I've used Ps and Lr on my 8" Windows tablet (Dell Venue 8 Pro) quite successfully with simply running TouchMousePointer along with the system's on-screen keyboard. Keyboard+Mouse combination functions (e.g. Ps's Spacebar+mouse drag to get temporary access to the Hand Tool, ...) don't work, but there are other ways to get the same function though they are less elegant. When possible/practical, I use a real mouse via Bluetooth but anyone needing to run Windows Desktop apps in a pure touch tablet environment should look at adding TouchMousePointer.
 
I would think it would be pretty easy to edit photos on it since photo editing is either choosing the photos to use or culling the ones to not use.

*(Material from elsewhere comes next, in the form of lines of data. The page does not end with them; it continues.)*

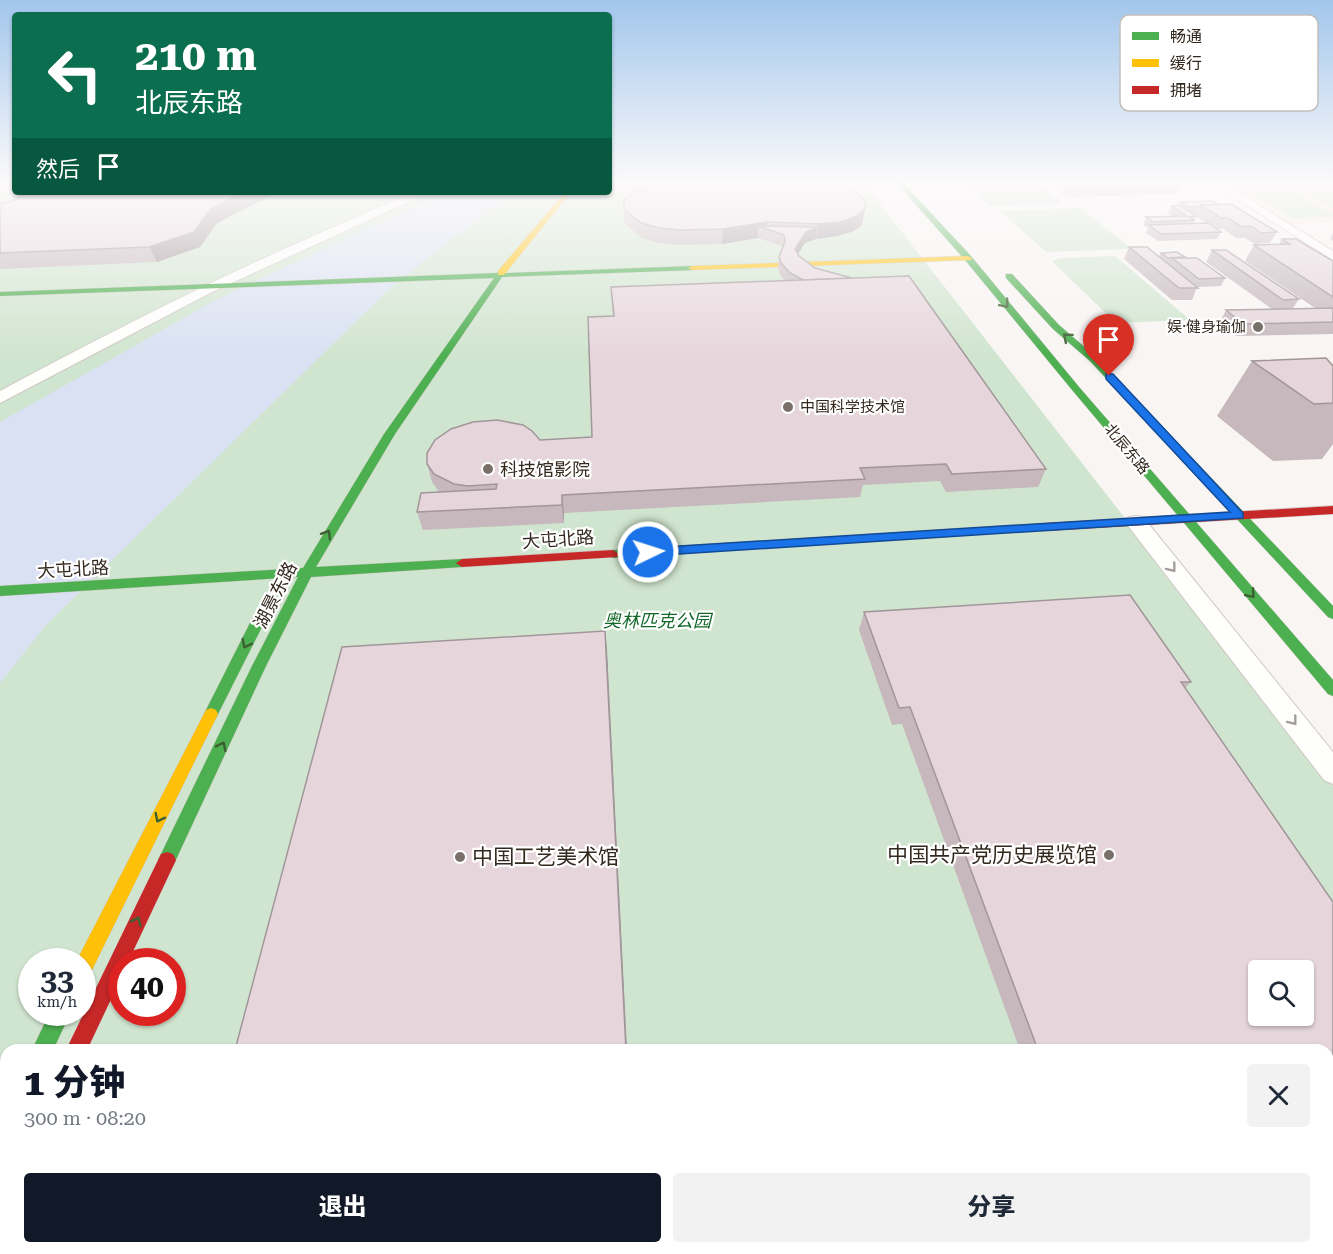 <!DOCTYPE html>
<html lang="zh">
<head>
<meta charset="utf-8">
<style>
  body { margin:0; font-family:"Roboto Serif","Noto Sans SC",serif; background:#f2f2f3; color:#1f2937; height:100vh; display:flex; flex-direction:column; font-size:22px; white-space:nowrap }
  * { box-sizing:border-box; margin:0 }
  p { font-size:20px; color:#747a83 }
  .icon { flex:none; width:33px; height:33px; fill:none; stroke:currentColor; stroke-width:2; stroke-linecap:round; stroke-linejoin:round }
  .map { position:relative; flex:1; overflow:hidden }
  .panel { position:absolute; left:0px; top:1044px; width:1334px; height:210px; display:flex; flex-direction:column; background:#fff; border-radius:18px 18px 0 0; box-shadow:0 2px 4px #0004 }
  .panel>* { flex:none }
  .hud { position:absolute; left:12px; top:12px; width:600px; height:183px; border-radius:6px; box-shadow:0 2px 4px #0004; background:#0b6e4f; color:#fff; overflow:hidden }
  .tools { position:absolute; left:1248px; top:960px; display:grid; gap:12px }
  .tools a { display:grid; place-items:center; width:66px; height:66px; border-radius:6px; background:#fff; box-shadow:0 2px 4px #0004; font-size:30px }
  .speed { position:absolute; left:18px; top:948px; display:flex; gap:12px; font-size:30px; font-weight:700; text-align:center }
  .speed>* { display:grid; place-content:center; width:78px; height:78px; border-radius:50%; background:#fff; box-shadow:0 2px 4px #0004; line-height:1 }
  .speed small { font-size:15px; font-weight:400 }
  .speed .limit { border:9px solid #d22; background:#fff; color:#111 }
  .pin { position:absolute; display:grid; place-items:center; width:51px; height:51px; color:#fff; margin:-62px -26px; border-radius:50% 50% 50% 0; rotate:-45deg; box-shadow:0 0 6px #0007 }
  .pin .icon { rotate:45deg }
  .me { position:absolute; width:66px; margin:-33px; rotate:86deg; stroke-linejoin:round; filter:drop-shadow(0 0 4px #0008) }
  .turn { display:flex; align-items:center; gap:21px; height:126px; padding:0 24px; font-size:27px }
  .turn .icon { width:78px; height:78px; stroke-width:2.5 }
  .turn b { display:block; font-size:42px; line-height:51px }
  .then { display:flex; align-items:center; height:57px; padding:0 24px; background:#0003; gap:12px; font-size:22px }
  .round { display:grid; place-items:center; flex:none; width:63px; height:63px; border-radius:6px; background:#f2f2f3 }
  .overview { display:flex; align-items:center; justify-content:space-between; height:102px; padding:0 24px }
  h1 { font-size:36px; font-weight:800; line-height:45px; color:#111827 }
  .action { display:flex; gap:12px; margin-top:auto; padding:12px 24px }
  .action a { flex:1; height:69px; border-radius:6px; background:#111827; color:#fff; font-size:24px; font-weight:800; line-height:69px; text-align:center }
  .action a+a { background:#f2f2f3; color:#1f2937 }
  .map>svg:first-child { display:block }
  .built { fill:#faede1 }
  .green { fill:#d0e5cf; fill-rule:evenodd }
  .water { fill:#d9e1f2 }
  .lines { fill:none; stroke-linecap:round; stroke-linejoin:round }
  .street-casing { stroke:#cfc8c3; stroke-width:2 }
  .fast-casing { stroke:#cfc8c3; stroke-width:1 }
  .slow-casing { stroke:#cfc8c3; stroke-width:1 }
  .jam-casing { stroke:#cfc8c3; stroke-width:1 }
  .street { fill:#fefefd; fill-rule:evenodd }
  .fast { fill:#4caf50; fill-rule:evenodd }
  .slow { fill:#ffc107; fill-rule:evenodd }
  .jam { fill:#c62828; fill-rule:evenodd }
  .wall { fill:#c6b8bc; fill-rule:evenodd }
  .shaded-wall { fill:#a19699 }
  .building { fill:#e6d6db; stroke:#a19699; stroke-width:1.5; fill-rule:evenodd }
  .oneway { stroke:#3e5f33 }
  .oneway2 { stroke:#a39e99 }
  .route { fill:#1a73e8; stroke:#114b97; stroke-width:1.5 }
  .poi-dot { fill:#797069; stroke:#fff; stroke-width:2 }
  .labels { text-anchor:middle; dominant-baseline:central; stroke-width:4.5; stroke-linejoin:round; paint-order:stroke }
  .far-poi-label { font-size:15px; fill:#34291f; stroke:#fff; text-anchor:end }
  .far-street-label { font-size:15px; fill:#34291f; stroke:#fff }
  .poi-label { font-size:18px; fill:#34291f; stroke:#fff; text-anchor:start }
  .street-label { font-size:18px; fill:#34291f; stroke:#fff }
  .park-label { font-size:18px; font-style:italic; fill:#126829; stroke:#fff }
  .near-poi-label { font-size:21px; fill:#34291f; stroke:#fff; text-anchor:end }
  .key { fill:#fff; stroke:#c2bfbc; stroke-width:1.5 }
  .key-label { font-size:16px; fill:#34291f }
</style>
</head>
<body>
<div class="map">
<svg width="1333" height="1254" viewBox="0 0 1333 1254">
  <rect width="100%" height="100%" fill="#f8f5f3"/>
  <polygon class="built" points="1220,181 1333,181 1333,223 1290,224"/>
  <g class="green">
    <path d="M0,181H15V192H609V181H862L1333,785V1254H0ZM32,962H82V1012H32ZM122,962H172V1012H122ZM1258,970H1304V1016H1258ZM6,1050H1328V1248H6Z"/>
    <polygon points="964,181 1034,181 1062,203 989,206"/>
    <polygon points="1228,181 1274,181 1333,214 1333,217 1291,218"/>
    <polygon points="1280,181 1333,181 1333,209"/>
    <polygon points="1080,208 1132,249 1046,252 1000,211"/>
    <polygon points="1115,256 1190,320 1116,323 1052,261 1060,258"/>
  </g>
  <path class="water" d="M452,192H518C471,222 428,257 385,293L46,625L0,683V422L214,301L376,224Z"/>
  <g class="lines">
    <g class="street-casing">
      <g id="street">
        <polygon points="1208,181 1220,181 1333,251 1333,260"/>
        <path d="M416,192H430L214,291L0,403V391C136,318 273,250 416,192Z"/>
        <polygon points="1136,516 1143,517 1333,752 1333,784 1324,780 1129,527 1126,522 1129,517"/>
      </g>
    </g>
    <g class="fast-casing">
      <g id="fast">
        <polygon points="895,181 901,181 971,256 1079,387 1333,680 1333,696 1328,694 1073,391 965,260"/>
        <polygon points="692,266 696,268 695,270 502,277 395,434 316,567 462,559 468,563 462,567 311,577 266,666 173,866 167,868 161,866 158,860 161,854 252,666 298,577 0,596 0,586 303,568 384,434 494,278 0,296 0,292 497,273 501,271 505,273"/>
        <polygon points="1006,274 1012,274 1059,325 1096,357 1333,606 1333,619 1328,617 1090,361 1053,329 1006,278"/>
        <polygon points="1046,523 1052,527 1050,530 613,558 607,554 613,550"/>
        <polygon points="263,606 270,611 216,718 211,720 206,718 204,714 206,710 256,611"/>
        <polygon points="50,1012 71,1012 53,1050 32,1050"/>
        <polygon points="6,1112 6,1143 0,1146 0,1115"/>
      </g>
    </g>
    <g class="slow-casing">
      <g id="slow">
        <polygon points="565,192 571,192 504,275 498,275 498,271"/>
        <polygon points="968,256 972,258 971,260 692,270 688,268 692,266"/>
        <polygon points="211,708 216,710 218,714 89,976 82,978 82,962 76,962 206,710"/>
      </g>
    </g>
    <g class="jam-casing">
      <g id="jam">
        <polygon points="1333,506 1333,514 1046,531 1040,527 1046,523"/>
        <polygon points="613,550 619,554 617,557 462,567 456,563 462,559"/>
        <polygon points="167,852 173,854 176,860 128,962 122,962 122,976 87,1050 66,1050 161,854"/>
        <polygon points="6,1187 6,1220 0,1223 0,1189"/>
      </g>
    </g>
    <use href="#street" class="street"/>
    <use href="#fast" class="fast"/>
    <use href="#slow" class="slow"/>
    <use href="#jam" class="jam"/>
  </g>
  <g class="wall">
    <polygon points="1,181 15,181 15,192 278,192 217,223 200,247 157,262 0,269 0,204 13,201 22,196 13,192 8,184"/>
    <polygon points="622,181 838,181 862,225 854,231 838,236 816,239 805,243 798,254 799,256 1046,469 1038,487 946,492 940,481 863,485 860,497 564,513 564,523 423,530 417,512 439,492 432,482 427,464 540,440 592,437 613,316 611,287 785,281 780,275 778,268 779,257 783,248 782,246 758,238 722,244 679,245 659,243 642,238 624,223 624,209 636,192 622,188"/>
    <polygon points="1048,181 1182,181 1176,194 1067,197 1047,182"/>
    <path d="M1181,202L1219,205L1277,232L1270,243L1255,244L1245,238H1236L1223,229H1217L1221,232L1217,239L1158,241L1146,233L1148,228L1143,225L1146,217L1173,216L1168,213L1172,206L1179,205ZM1196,217L1206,223L1193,224Z"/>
    <polygon points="1333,233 1333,241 1330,239"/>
    <polygon points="1282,239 1333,261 1333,334 1236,336 1220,322 1226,310 1272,309 1206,262 1212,250 1299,299 1293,308 1315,308 1245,261 1254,245 1279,245"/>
    <polygon points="1129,247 1159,256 1161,253 1184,258 1225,278 1221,286 1197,287 1192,300 1172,300 1124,259"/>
    <polygon points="1252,361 1333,366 1333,444 1322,459 1273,461 1217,416"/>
    <path d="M1130,595L1191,682L1185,688L1333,902V1254H1093L1091,1248H1328V1050H1020L902,724L892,725L859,630L864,612ZM1258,970H1304V1016H1258Z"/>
  </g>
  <g class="shaded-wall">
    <polygon points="245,192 278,192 217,223 200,247 157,262 149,247 211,208"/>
    <polygon points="866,203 862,225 854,231 838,236 816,239 818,224"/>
    <polygon points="767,222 767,229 758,226 758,238 722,244 723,229"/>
    <polygon points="817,227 816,239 805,243 794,260 795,249 806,232"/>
    <polygon points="562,495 564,513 564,523 562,505"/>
    <polygon points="605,631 607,649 627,1050 626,1050"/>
  </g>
  <g class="building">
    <polygon points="675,181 838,181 841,186 862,197 866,203 864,210 857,216 840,222 818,224 767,222 723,229 679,230 659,228 641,223 624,209 624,200 633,193 661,184 675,182"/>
    <polygon points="1068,181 1168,181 1072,183"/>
    <polygon points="28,192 245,192 211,208 194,232 149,247 0,253 0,204 13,201 28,193"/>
    <polygon points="1213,201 1219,205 1188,207 1181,202"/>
    <polygon points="1231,204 1277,232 1261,233 1251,226 1242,227 1228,218 1221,218 1201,205"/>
    <polygon points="1179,205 1196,216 1189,217 1194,220 1153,222 1146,217 1187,216 1172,206"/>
    <polygon points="1208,223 1221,232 1161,234 1149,225"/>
    <polygon points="758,226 817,227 806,232 795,249 799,256 815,268 852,278 803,280 790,273 781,263 779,257 785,242 784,235"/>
    <polygon points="1282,239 1296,239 1333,261 1333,297 1254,245 1290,244"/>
    <polygon points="1129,247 1147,247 1198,288 1179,288"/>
    <polygon points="1212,250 1226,250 1299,299 1283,300"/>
    <polygon points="1177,252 1185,257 1168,258 1161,253"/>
    <polygon points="1172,258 1197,258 1225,278 1199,279"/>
    <polygon points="909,276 1046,469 952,474 946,464 860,468 865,479 562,495 562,505 417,512 421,493 496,489 497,484 468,486 454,484 434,474 427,464 427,453 435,440 451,429 473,422 497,420 523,425 532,431 540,440 592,437 588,317 614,316 611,287"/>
    <polygon points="1333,308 1333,322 1243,324 1226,310"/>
    <polygon points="1326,358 1333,366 1333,403 1314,404 1252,361"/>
    <path d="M1130,595L1191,682H1181L1333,902V1254H1114L1112,1248H1328V1050H1038L910,707L899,708L864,612ZM1258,970H1304V1016H1258Z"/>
    <polygon points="605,631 626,1050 235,1050 342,647"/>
    <polygon points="183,1248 636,1248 636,1254 181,1254"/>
  </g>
  <defs><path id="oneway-chevron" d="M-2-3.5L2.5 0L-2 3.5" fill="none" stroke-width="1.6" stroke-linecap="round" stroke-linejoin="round" transform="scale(1.5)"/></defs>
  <g class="oneway">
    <use href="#oneway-chevron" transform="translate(1005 304) rotate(50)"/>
    <use href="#oneway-chevron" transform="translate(1067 337) rotate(-140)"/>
    <use href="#oneway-chevron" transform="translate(327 534) rotate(-58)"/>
    <use href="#oneway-chevron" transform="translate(1251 594) rotate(49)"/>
    <use href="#oneway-chevron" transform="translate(246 644) rotate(117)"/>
    <use href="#oneway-chevron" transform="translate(222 746) rotate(-64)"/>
    <use href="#oneway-chevron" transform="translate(159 818) rotate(117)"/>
    <use href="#oneway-chevron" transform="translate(137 921) rotate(-64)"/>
  </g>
  <g class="oneway2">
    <use href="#oneway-chevron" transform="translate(1172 568) rotate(52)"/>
    <use href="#oneway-chevron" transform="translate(1293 721) rotate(52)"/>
  </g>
  <linearGradient id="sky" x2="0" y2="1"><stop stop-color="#a2c6ec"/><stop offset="0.51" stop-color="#fcfafa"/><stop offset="1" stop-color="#fcfafa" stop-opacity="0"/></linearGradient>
  <rect width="1333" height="356" fill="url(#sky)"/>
  <polygon class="route" points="1106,374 1113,374 1243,513 1243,518 648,556 642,552 648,548 1230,512 1106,379"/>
  <g class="poi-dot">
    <circle cx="1258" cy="327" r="6"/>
    <circle cx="788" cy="407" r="6"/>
    <circle cx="488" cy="469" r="6"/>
    <circle cx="1109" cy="855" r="6"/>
    <circle cx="460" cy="857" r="6"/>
  </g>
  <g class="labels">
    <g class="far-poi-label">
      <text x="1246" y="327">娱·健身瑜伽</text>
      <text x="800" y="407" text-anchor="start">中国科学技术馆</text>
    </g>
    <g class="far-street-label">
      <text transform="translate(1127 449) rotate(50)">北辰东路</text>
    </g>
    <g class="poi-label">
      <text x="500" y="469">科技馆影院</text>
    </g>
    <g class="street-label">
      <text transform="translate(558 539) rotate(-4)">大屯北路</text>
      <text transform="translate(73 569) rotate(-3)">大屯北路</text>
      <text transform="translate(275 595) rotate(-63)">湖景东路</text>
    </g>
    <g class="park-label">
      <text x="657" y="620">奥林匹克公园</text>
    </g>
    <g class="near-poi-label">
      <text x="1097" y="855">中国共产党历史展览馆</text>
      <text x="472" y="857" text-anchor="start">中国工艺美术馆</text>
    </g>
  </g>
  <rect x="1120" y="15" width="198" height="96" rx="9" class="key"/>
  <rect x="1132" y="32" width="27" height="8" fill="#4caf50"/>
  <rect x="1132" y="59" width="27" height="8" fill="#ffc107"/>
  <rect x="1132" y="86" width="27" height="8" fill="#c62828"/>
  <g class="key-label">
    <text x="1170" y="42">畅通</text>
    <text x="1170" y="69">缓行</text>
    <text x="1170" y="96">拥堵</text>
  </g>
</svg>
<div class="tools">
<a><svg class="icon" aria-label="search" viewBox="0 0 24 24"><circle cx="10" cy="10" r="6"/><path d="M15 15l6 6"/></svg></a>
</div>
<div class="speed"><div>33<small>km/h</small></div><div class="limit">40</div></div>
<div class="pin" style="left:1109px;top:376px;background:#d93025"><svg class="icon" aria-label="arrive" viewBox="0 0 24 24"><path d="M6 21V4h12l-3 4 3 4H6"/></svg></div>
<svg class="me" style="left:648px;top:552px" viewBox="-20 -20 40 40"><circle r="17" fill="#1a73e8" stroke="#fff" stroke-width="3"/><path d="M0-11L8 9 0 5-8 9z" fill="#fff"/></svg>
<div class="hud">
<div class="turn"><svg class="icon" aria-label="left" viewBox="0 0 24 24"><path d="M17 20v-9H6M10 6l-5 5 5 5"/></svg><div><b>210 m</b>北辰东路</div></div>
<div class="then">然后<svg class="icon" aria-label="arrive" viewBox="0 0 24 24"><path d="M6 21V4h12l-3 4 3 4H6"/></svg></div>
</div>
<section class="panel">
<div class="overview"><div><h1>1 分钟</h1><p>300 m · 08:20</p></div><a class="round"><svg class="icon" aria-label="close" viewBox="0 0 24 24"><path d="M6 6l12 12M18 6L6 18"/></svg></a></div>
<div class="action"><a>退出</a><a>分享</a></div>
</section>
</div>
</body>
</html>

Yeah. Terminology abuse, I agree. But the new terms of reference have it thus. You and I might call it retouching at the least, egregious manipulation at the worst, with color-correction and compositing in the middle perhaps. Perhaps because of word processor menu labeling, folks think that changing content is editing. One editor I worked for called it processing, not in the darkroom sense, but rather as in "processed cheese" or "meat". I leave it to the imagination.

But to the, er, meat of the question: I and one other person in our group have been using eye-fi cards to get jpegs to our iPads and phones in the field for over a year. He works in much sketchier places than I do and uses an iPhone. I think it's a five-something. He likes the fact that he can wipe the phone pretty quickly if things get really stupid.

I use an iPad (just upgraded from the first mini to a mini "latest") and an iPhone 6+ but I'm finding that my interest in carrying the iPad has waned. It usually winds up in the hotel safe or the trunk of the car. I watch movies on it. The camera (sometimes two) and phone combo is like having an agency office in your pocket and is insanely powerful. I have no experience with an iPad Pro - looks interesting, though. Some of us would be interested in the experience of others as well.